***** Data block
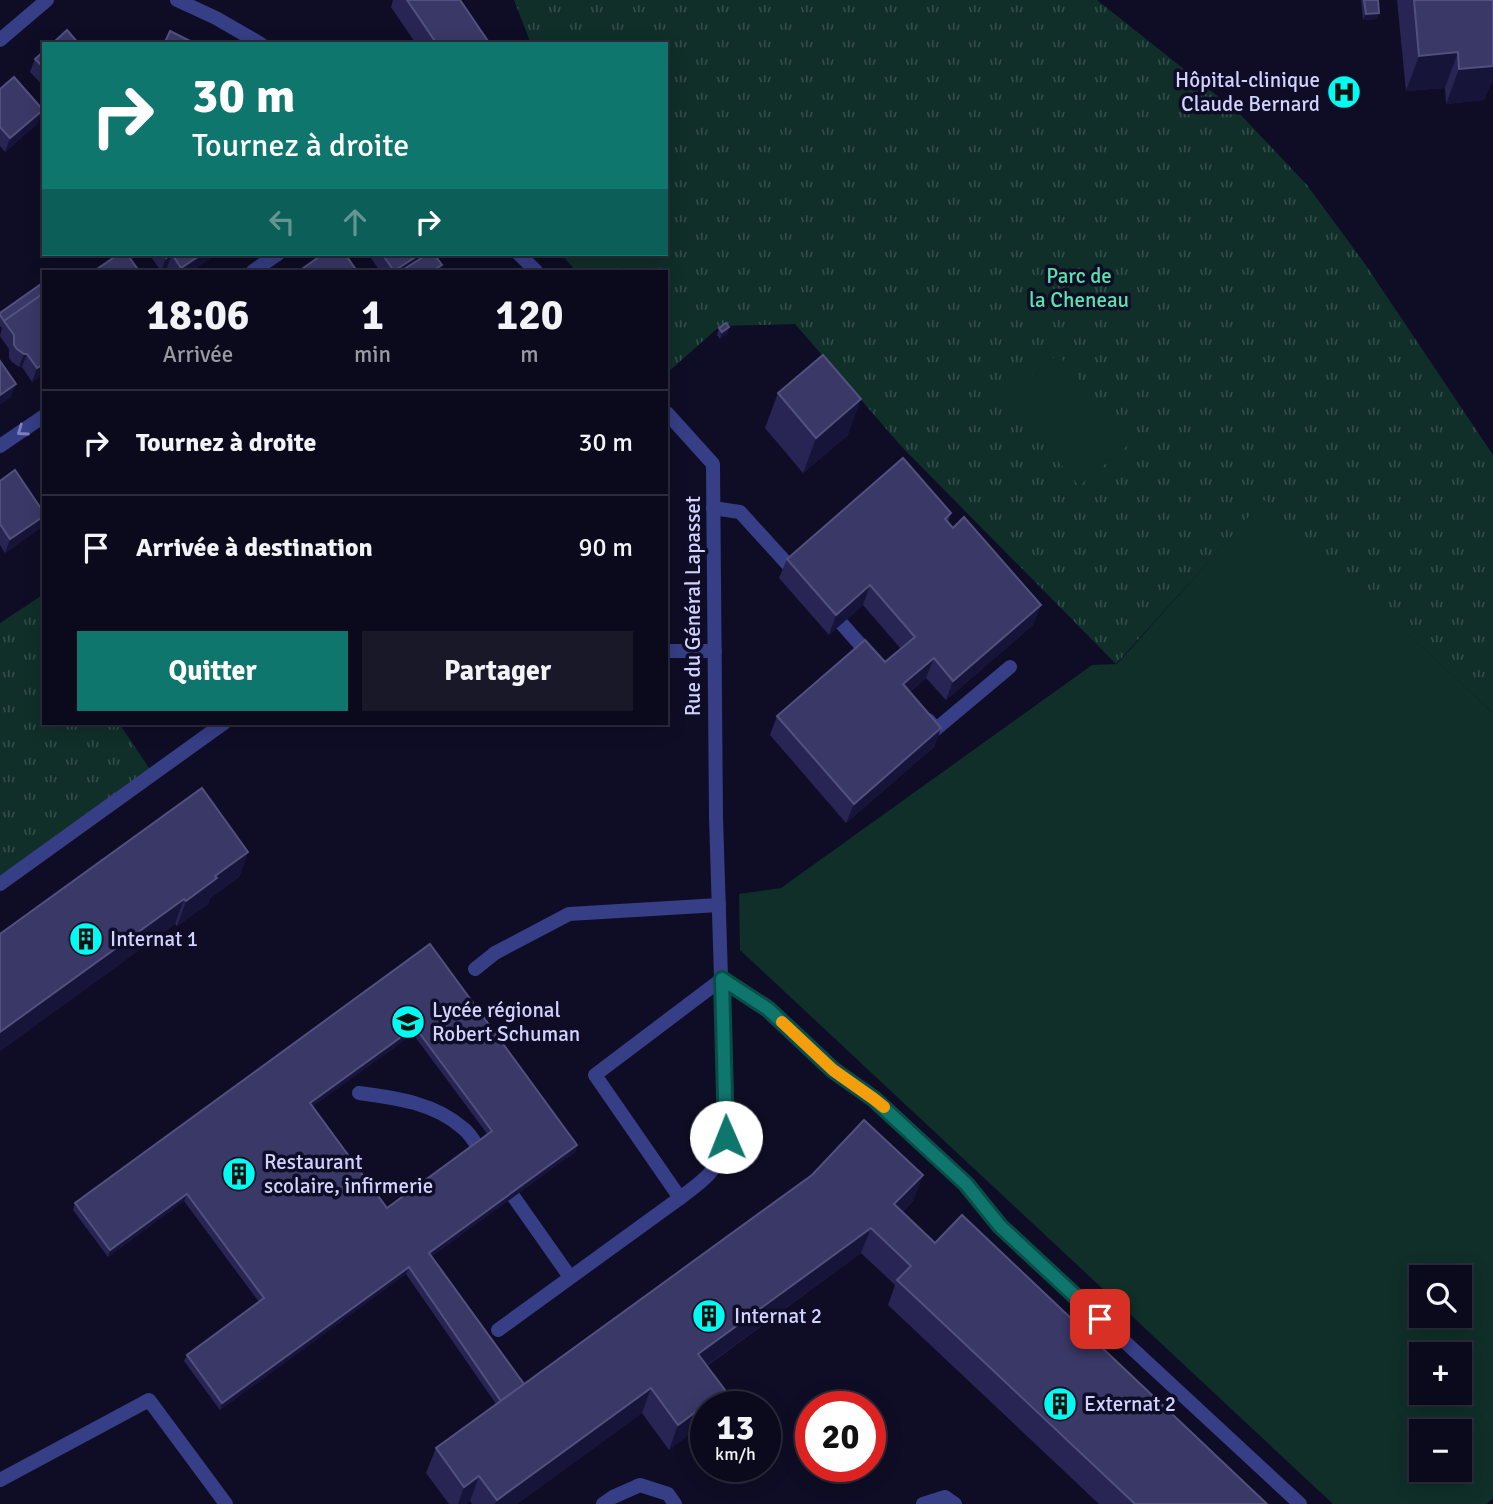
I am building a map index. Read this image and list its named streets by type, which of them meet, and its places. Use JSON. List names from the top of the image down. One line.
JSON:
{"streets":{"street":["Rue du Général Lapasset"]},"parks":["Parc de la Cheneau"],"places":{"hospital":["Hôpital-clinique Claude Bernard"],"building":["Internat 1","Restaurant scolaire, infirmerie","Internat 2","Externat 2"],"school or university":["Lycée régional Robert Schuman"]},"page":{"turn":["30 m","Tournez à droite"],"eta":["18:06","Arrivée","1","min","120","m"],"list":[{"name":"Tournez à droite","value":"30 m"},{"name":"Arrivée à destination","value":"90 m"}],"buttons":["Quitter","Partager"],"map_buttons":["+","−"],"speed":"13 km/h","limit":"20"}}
**********
* [Task statement]
Word for word, retype all of the data above, but include no pictures.

* [Task result]
I am building a map index. Read this image and list its named streets by type, which of them meet, and its places. Use JSON. List names from the top of the image down. One line.
JSON:
{"streets":{"street":["Rue du Général Lapasset"]},"parks":["Parc de la Cheneau"],"places":{"hospital":["Hôpital-clinique Claude Bernard"],"building":["Internat 1","Restaurant scolaire, infirmerie","Internat 2","Externat 2"],"school or university":["Lycée régional Robert Schuman"]},"page":{"turn":["30 m","Tournez à droite"],"eta":["18:06","Arrivée","1","min","120","m"],"list":[{"name":"Tournez à droite","value":"30 m"},{"name":"Arrivée à destination","value":"90 m"}],"buttons":["Quitter","Partager"],"map_buttons":["+","−"],"speed":"13 km/h","limit":"20"}}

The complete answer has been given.